OLDDEN UR GEWLDDED
Arne Murke (30) ging im Pazifik vor der Küste Neuseelands von Bord eines Segelbootes
Der erfahrene Segler erinnerte sich rechtzeitig an einen Trick. Dies rettet ihm das Leben.
OLDENBURG/GISBORNE (NEUSEELAND) – Plötzlich nur noch Wasser um einen herum, Sturm, meterhohe Wellen, kein Land in Sicht und auch kein Boot. Was nach einem Albtraum klingt, hat ein Oldenburger vor kurzem am eigenen Leibe erfahren. Dass er nicht ertrunken ist an jenem 5. März im Pazifik irgendwo vor der neuseeländischen Küste, hat Arne Murke seiner Jeans zu verdanken.
Doch von vorn: Der 30-Jährige und sein Zwillingsbruder Helge halten sich derzeit mit einem Working-Holiday-Visum in Neuseeland auf. Als sie die Anfrage eines Bootsbesitzers erhielten, dessen Segelboot von Neuseeland über den Pazifik nach Brasilien zu überführen, sagten sie zu. Die beiden gebürtigen Oldenburger, deren Eltern in Hude leben, sind erfahrene Segler. Die Brüder segeln seit ihrer Kindheit.

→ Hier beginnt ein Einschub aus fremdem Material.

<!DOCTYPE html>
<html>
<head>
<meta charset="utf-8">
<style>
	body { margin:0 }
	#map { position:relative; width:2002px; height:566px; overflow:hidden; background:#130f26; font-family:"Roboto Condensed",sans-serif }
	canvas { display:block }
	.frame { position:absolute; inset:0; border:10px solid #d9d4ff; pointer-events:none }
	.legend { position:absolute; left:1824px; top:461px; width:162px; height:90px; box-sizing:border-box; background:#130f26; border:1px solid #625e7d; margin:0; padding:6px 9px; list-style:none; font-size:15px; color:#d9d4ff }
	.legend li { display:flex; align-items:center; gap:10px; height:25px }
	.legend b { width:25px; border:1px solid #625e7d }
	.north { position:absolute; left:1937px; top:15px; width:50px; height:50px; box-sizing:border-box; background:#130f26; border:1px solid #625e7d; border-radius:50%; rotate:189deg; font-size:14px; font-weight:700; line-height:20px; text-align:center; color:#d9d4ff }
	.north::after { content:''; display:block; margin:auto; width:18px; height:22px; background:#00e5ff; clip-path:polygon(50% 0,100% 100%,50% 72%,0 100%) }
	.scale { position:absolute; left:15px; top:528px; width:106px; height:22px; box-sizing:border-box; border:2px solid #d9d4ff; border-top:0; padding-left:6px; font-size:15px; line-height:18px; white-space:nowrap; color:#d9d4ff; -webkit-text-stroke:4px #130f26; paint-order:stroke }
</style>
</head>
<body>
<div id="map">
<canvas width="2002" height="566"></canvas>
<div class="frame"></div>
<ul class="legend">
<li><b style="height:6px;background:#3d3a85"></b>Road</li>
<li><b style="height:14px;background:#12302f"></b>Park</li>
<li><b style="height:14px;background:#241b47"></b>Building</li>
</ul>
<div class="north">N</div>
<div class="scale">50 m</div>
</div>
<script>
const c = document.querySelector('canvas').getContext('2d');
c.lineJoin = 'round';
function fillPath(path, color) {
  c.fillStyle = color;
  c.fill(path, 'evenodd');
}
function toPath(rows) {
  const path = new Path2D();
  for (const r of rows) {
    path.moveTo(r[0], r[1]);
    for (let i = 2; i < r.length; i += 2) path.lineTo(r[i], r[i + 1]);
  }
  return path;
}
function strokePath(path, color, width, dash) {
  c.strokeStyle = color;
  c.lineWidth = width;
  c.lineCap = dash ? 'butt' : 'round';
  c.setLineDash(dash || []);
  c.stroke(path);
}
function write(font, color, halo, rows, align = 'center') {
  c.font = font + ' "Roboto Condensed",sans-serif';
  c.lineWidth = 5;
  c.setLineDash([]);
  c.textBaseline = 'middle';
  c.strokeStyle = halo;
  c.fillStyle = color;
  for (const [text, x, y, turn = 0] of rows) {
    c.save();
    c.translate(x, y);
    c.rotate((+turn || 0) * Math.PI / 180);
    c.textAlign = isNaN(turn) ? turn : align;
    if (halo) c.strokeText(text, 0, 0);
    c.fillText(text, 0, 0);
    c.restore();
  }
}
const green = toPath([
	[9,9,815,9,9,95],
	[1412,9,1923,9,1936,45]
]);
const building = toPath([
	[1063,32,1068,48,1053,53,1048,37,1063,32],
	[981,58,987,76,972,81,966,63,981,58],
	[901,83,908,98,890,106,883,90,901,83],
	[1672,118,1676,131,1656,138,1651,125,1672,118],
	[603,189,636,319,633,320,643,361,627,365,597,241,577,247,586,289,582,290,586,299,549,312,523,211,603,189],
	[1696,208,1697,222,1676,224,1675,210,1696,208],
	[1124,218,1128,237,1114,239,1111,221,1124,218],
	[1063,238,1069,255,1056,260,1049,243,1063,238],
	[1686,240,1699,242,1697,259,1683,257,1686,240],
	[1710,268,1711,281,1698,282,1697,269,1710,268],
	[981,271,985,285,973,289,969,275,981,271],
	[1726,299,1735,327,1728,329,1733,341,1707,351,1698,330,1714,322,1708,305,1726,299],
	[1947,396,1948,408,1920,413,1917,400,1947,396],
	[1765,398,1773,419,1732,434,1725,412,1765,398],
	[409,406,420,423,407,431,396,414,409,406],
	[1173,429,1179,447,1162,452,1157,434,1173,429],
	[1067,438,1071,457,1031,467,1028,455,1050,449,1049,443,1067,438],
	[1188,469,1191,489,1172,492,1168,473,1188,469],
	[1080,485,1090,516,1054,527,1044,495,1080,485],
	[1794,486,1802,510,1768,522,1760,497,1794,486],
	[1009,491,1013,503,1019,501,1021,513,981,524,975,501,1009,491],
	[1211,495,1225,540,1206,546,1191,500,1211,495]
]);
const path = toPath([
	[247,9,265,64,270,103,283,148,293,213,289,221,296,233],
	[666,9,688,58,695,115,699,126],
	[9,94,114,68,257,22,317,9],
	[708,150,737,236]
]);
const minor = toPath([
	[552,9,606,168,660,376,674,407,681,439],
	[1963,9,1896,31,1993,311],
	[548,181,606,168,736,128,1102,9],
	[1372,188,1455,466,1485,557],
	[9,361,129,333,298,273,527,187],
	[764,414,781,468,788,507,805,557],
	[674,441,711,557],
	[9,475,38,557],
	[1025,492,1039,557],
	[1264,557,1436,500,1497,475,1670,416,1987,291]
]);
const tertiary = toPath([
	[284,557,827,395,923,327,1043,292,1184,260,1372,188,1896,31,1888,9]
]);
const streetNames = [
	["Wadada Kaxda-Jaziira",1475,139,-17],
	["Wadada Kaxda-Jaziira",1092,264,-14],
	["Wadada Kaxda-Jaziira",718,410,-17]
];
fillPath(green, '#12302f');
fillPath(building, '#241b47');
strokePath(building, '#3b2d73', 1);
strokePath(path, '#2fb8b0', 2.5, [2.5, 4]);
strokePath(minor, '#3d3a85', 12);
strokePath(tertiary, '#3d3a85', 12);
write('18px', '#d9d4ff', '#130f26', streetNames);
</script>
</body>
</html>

„Wir hatten Lust dazu“, erzählt Arne Murke im Gespräch mit der Ð. Überquert hat er den Pazifik noch nicht, aber schon „ein paar tausend Meilen gemacht“.
Die Brüder segelten also Anfang März entlang der neuseeländischen Küste mit Kurs auf Südamerika. Am 5. März war laut Arne Murke bestes Segelwetter. „Es war ein wunderschöner Tag, vorhergesagt war eine Windstärke von 15 bis 17 Knoten“, sagt Arne Murke. Perfektes Segelwetter – nicht zu viel Wind, aber auch nicht zu wenig. Nach einer Nachtschicht legte er sich gegen Mittag schlafen.
Er erwachte von einem Geräusch und merkte schnell, dass das mit dem perfekte Segelwetter passé war. Der Wind war deutlich stärker als vorhergesagt, das Boot schwankte zwischen meterhohen Wellen auf und ab.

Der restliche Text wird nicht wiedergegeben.